(Collected data entries)
-=-=-

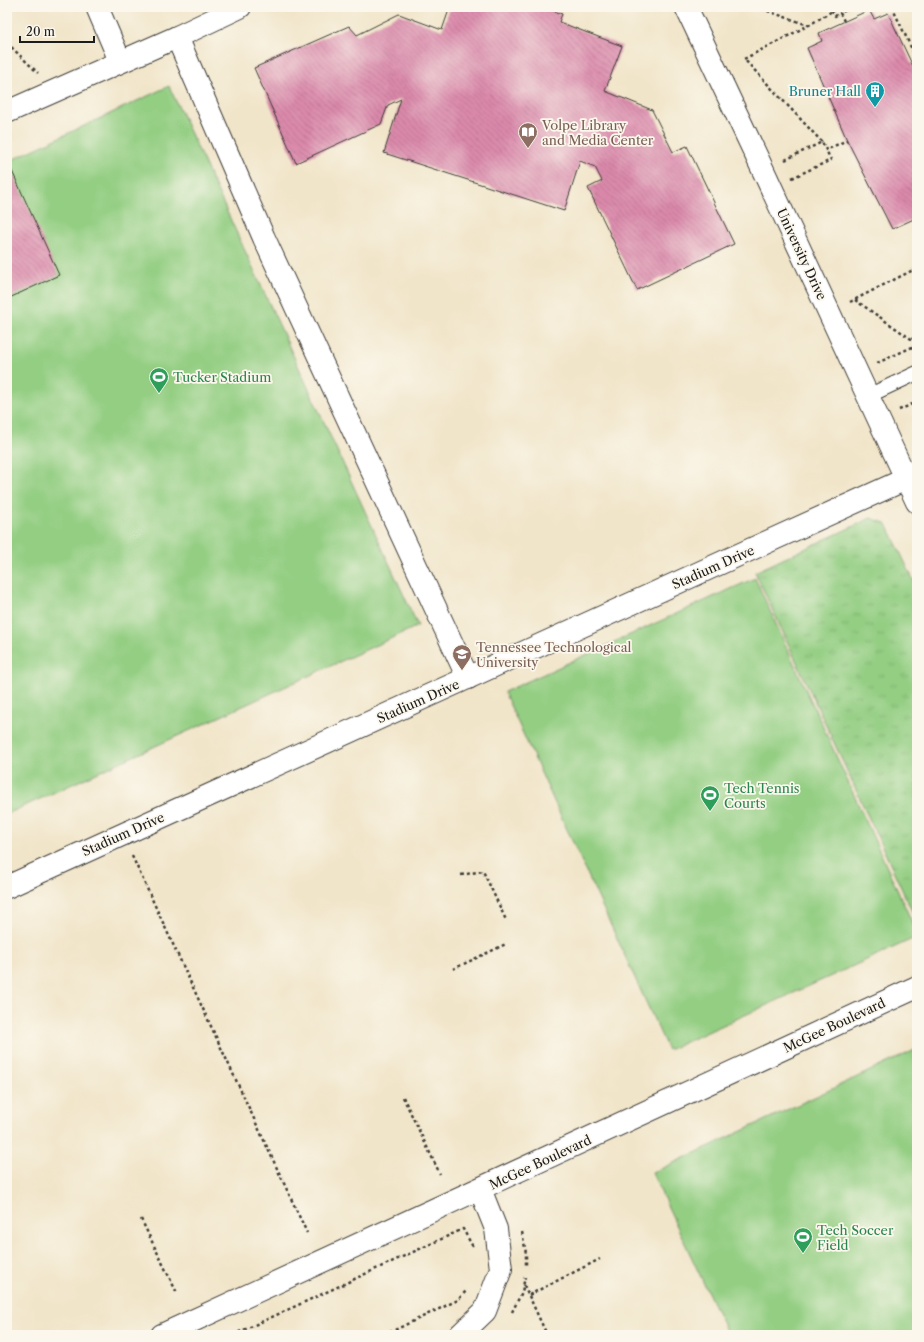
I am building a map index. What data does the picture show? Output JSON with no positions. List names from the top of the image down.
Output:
{
  "streets": {
    "street": ["University Drive", "Stadium Drive", "McGee Boulevard"]
  },
  "crossings": [
    ["University Drive", "Stadium Drive"]
  ],
  "places": {
    "building": ["Bruner Hall"],
    "library": ["Volpe Library and Media Center"],
    "sports": ["Tucker Stadium", "Tech Tennis Courts", "Tech Soccer Field"],
    "school or university": ["Tennessee Technological University"]
  },
  "scale_bar": "20 m"
}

-=-=-

- Your objective
Skip every picture and transcribe the data above exactly.

- The answer
I am building a map index. What data does the picture show? Output JSON with no positions. List names from the top of the image down.
Output:
{
  "streets": {
    "street": ["University Drive", "Stadium Drive", "McGee Boulevard"]
  },
  "crossings": [
    ["University Drive", "Stadium Drive"]
  ],
  "places": {
    "building": ["Bruner Hall"],
    "library": ["Volpe Library and Media Center"],
    "sports": ["Tucker Stadium", "Tech Tennis Courts", "Tech Soccer Field"],
    "school or university": ["Tennessee Technological University"]
  },
  "scale_bar": "20 m"
}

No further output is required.